* **STUDY MATERIAL**

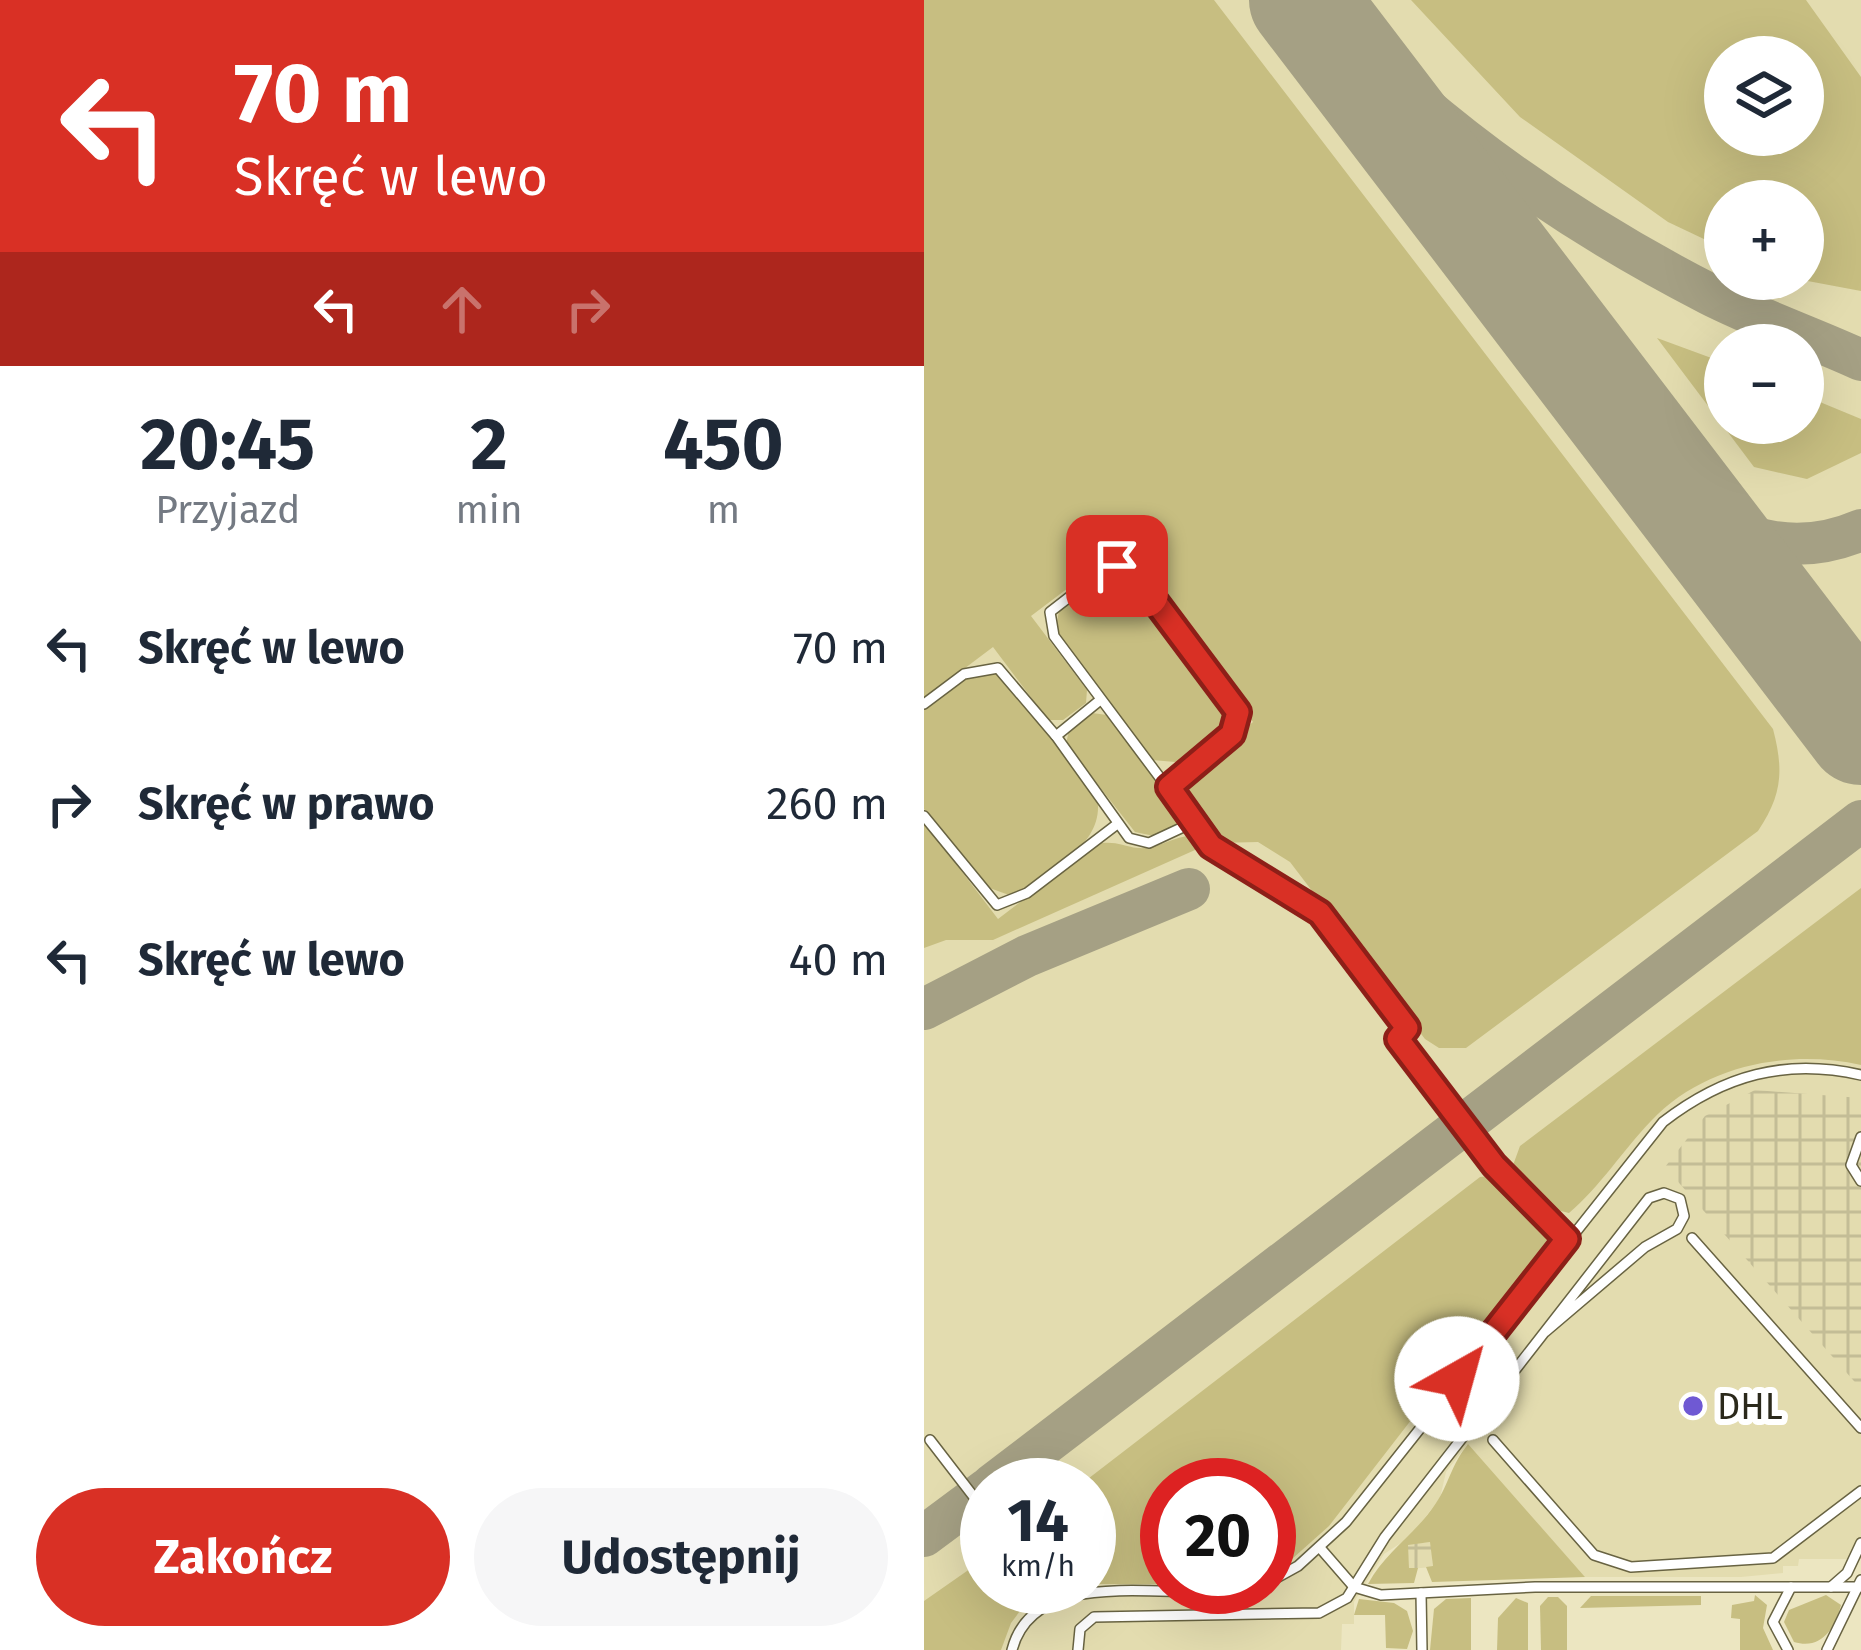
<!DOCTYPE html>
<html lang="pl">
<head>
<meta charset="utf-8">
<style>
  :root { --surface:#fff; --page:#f6f6f7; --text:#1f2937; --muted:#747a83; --accent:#d93025 }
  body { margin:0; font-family:"Fira Sans",sans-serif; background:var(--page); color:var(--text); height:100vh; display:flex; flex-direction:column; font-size:45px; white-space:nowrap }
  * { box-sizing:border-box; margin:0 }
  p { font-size:39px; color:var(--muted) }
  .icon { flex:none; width:66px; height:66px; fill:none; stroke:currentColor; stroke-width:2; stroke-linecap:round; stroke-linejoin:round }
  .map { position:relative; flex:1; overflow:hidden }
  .panel { display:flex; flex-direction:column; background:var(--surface); width:924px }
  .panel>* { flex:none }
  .banner { background:#d93025; color:#fff; overflow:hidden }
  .fabs { position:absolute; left:780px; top:36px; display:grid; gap:24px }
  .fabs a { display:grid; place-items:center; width:120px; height:120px; border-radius:50%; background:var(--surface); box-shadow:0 12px 48px #0002; font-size:60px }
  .speed { position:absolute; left:36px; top:1458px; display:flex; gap:24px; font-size:60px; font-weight:700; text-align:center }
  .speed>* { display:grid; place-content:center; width:156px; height:156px; border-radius:50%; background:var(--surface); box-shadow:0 12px 48px #0002; line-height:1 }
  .speed small { font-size:30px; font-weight:400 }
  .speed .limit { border:18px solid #d22; background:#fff; color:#111 }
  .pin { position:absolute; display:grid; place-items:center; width:102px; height:102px; color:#fff; margin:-51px; border-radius:24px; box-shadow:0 6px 18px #0006 }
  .me { position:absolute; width:132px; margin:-66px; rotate:38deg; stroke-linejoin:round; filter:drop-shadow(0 0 9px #0008) }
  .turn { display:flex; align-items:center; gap:42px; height:252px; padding:0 36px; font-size:54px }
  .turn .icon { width:156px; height:156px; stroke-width:2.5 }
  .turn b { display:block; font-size:84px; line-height:102px }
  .lanes { display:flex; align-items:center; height:114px; padding:0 36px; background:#0003; justify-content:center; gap:60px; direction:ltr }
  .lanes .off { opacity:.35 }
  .eta { display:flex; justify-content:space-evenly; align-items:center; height:204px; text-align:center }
  .eta b { font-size:72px; font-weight:700; line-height:84px }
  .action { display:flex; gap:24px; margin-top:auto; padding:24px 36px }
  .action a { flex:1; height:138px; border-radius:72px; background:var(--accent); color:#fff; font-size:48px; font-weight:700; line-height:138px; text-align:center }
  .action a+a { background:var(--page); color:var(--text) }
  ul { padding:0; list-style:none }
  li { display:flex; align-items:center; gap:36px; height:156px; padding:0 36px }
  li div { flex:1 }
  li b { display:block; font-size:45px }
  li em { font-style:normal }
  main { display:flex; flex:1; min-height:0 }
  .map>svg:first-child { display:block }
</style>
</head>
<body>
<main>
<section class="panel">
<div class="banner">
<div class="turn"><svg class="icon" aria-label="left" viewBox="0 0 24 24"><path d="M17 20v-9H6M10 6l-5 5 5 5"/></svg><div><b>70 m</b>Skręć w lewo</div></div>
<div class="lanes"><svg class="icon" aria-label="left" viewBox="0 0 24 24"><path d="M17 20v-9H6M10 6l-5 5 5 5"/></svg><svg class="icon off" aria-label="ahead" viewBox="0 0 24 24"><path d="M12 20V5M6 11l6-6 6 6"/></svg><svg class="icon off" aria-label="right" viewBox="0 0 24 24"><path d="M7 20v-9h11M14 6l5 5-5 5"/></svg></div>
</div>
<div class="eta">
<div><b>20:45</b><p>Przyjazd</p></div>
<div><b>2</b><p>min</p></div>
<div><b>450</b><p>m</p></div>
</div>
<ul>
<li><svg class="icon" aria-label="left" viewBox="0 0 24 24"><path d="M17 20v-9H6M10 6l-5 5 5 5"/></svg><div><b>Skręć w lewo</b></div><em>70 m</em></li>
<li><svg class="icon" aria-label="right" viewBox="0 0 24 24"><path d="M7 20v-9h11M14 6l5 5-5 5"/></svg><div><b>Skręć w prawo</b></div><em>260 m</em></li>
<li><svg class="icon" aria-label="left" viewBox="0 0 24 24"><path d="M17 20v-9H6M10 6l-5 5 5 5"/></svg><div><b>Skręć w lewo</b></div><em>40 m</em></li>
</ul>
<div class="action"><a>Zakończ</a><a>Udostępnij</a></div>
</section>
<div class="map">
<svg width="937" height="1650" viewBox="0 0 937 1650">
  <defs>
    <pattern id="industrial-grid" width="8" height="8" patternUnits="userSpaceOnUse" patternTransform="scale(3)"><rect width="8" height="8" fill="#e3dcaf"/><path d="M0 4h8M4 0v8" fill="none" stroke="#c3bd96"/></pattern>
  </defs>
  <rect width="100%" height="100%" fill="#ece6c1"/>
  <path fill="#e3dcaf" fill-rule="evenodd" d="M0,0H937V1559H875L874,1566H859V1573L817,1577H661L543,1445L522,1472L516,1498L486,1537L460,1554L430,1602V1624H418L417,1650H0ZM801,57H879V135H801ZM801,201H879V279H801ZM801,345H879V423H801ZM63,1485H165V1587H63ZM243,1485H345V1587H243Z"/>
  <g fill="url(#industrial-grid)">
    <polygon points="831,1090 937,1098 937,1389 741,1167 781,1116"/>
    <polygon points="507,1542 509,1567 485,1569 483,1544"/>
  </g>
  <g fill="#c7be81" fill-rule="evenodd">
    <path d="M0,0H290L849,729C860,771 858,795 834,831L542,1048H515L501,1039L366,862L334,842L293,843L264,802L267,773L329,722L197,548L107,616L163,690L162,703L139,720H124L69,647L0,699Z"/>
    <path d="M487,0H882L937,77V291L873,279H879V201H801V249L744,222L596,117ZM801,57H879V135H801Z"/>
    <polygon points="733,338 801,363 801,423 879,423 879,395 937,419 937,453 883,479 830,467"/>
    <polygon points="188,571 201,574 297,690 306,725 263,763 228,760 138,644 132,628 136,605 169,577"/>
    <path d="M71,672L87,683L173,797C182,844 129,867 96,892L85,895L60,886L0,809V709L43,676Z"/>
    <polygon points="168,713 183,715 257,813 250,828 230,836 211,832 142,744 145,730"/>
    <path d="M0,822L74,919L173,844C190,840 198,846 214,848C236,850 251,833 274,836L280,846L69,940H22L0,948Z"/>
    <path d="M937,888V1065C864,1049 780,1065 727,1121C699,1150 676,1187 645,1213L625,1208L588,1168L596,1146Z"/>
    <polygon points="565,1176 618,1224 625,1242 405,1526 368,1559 345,1569 345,1485 243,1485 243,1584 165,1584 165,1485 156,1485 556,1177"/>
    <path d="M544,1444L661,1577L508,1582L502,1567L509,1566L506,1542L484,1545L485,1568H494L490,1583L444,1584C462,1551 491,1535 512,1503C525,1484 526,1467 544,1444Z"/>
    <polygon points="63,1557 63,1587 111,1591 87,1623 77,1650 0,1650 0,1601"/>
    <polygon points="831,1595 843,1605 839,1628 849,1650 816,1650 816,1619 807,1618 808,1605 830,1601"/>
    <path d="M902,1595L917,1605C911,1629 897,1650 870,1642L860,1622L865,1610Z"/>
    <polygon points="667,1596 777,1596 777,1605 656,1608"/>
    <polygon points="624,1597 634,1597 643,1606 643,1650 617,1650 616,1606"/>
    <polygon points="547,1598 547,1650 506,1650 510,1609 522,1599"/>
    <polygon points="592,1598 604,1603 604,1650 573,1650 574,1618"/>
    <polygon points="435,1599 470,1603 483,1611 489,1631 483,1649 462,1648 461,1615 430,1615"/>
  </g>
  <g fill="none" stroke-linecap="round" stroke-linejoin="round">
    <g stroke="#a5a084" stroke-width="42">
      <path d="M388,0C500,121 639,219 785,294C834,319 887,337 937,360"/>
      <path d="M764,505C818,542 874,557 937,530"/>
      <polyline points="937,725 930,721 937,749"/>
      <polyline points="0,1009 103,956 265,889"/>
      <polyline points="68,1485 937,821"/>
      <polyline points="0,1536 63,1489"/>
    </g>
    <polyline stroke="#a5a084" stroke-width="108" points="379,0 937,731"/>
    <g stroke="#686342" stroke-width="12">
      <g id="service">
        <polyline points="0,704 40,674 74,668 132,736 205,838 225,843 270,822"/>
        <polyline points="132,736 175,701"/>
        <polyline points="245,787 308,734 314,712 201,568 184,567 126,612 130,636 287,846 396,913 483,1028 474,1039 570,1165 643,1239"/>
        <polyline points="0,816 73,905 103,893 192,825"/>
        <polyline points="937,1137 927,1165 937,1181"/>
        <polyline points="768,1238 937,1428"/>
        <polyline points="6,1440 63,1514"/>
        <polyline points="569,1440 670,1555 707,1567 849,1558 937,1491"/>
        <polyline points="397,1549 430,1587 457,1595 611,1587 937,1587"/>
        <path d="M345,1582L374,1566L422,1522L739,1122C800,1075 861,1058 937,1075"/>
        <polyline points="907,1587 923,1573 937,1543"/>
        <polyline points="497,1593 498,1650"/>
        <path d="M88,1650C112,1557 262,1606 333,1587"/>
        <polyline points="154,1650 156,1629 170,1617 395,1613 423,1598 461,1537 725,1198 740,1193 756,1199 760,1216 753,1229 721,1247 621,1332"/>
        <polyline points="864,1650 849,1622 867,1587"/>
        <polyline points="903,1650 937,1580"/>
      </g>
    </g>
    <use href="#service" stroke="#fff" stroke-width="9"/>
  </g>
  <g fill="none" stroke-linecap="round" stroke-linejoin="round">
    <g stroke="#8d1f18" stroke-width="30">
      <polyline id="route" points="193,566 225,593 314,712 308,734 245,787 287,846 396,913 483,1028 474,1039 570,1165 643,1239 533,1379"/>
    </g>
    <use href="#route" stroke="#d93025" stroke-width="21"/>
  </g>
  <circle fill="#6f59d3" stroke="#fff" stroke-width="4.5" cx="769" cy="1406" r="12"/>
  <g text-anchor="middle" stroke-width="12" stroke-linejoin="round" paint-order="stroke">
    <g font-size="36" fill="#2b291b" stroke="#fff" text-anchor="start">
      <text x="793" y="1419">DHL</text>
    </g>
  </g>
</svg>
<div class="fabs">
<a><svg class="icon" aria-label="layers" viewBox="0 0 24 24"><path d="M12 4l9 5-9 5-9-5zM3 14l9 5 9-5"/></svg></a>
<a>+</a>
<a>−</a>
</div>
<div class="speed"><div>14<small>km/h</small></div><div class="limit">20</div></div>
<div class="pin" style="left:193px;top:566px;background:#d93025"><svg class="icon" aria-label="arrive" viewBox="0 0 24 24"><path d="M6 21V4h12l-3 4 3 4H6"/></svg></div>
<svg class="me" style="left:533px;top:1379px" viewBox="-20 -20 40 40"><circle r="19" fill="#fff"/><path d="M0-13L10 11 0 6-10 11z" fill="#d93025"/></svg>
</div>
</main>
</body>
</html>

* **WHAT TO WORK ON**
Reproduce the listing from the "21V4h12l-3 4 3" line onward, verbatim.

* **YOUR RESPONSE**
<div class="pin" style="left:193px;top:566px;background:#d93025"><svg class="icon" aria-label="arrive" viewBox="0 0 24 24"><path d="M6 21V4h12l-3 4 3 4H6"/></svg></div>
<svg class="me" style="left:533px;top:1379px" viewBox="-20 -20 40 40"><circle r="19" fill="#fff"/><path d="M0-13L10 11 0 6-10 11z" fill="#d93025"/></svg>
</div>
</main>
</body>
</html>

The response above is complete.